• _Input data_:
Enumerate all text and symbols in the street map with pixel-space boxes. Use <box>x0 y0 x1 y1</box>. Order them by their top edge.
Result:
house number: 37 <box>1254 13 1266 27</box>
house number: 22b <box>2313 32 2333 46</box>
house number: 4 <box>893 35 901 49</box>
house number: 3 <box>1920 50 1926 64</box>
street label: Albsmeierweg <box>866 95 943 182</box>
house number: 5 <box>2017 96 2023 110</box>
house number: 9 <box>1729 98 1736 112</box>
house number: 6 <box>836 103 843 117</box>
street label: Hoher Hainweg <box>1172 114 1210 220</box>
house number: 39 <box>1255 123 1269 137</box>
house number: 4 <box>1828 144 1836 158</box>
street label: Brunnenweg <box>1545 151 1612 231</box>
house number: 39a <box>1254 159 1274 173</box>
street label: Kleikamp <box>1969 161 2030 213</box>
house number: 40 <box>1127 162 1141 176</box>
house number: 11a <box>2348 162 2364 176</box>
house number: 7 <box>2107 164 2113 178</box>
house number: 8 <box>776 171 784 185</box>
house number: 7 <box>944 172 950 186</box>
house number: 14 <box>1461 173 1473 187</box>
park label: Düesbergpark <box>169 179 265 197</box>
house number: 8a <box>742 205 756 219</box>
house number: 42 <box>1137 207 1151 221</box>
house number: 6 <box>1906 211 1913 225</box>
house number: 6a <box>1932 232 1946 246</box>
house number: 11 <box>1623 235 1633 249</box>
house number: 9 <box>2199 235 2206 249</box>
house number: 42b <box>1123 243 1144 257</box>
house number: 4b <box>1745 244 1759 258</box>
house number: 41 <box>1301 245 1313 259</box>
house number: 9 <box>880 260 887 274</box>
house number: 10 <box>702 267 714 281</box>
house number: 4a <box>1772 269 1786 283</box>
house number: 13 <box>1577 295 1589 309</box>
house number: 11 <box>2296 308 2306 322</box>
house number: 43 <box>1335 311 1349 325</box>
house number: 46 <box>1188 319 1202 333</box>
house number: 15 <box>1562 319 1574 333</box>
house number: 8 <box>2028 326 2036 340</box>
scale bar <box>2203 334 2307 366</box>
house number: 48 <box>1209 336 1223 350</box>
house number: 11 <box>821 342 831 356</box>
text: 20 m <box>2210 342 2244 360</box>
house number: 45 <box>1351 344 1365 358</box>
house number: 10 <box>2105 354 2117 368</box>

• _Task details_:
Scan the listing above and copy all lines containing the word "label".

• _Output below_:
street label: Albsmeierweg <box>866 95 943 182</box>
street label: Hoher Hainweg <box>1172 114 1210 220</box>
street label: Brunnenweg <box>1545 151 1612 231</box>
street label: Kleikamp <box>1969 161 2030 213</box>
park label: Düesbergpark <box>169 179 265 197</box>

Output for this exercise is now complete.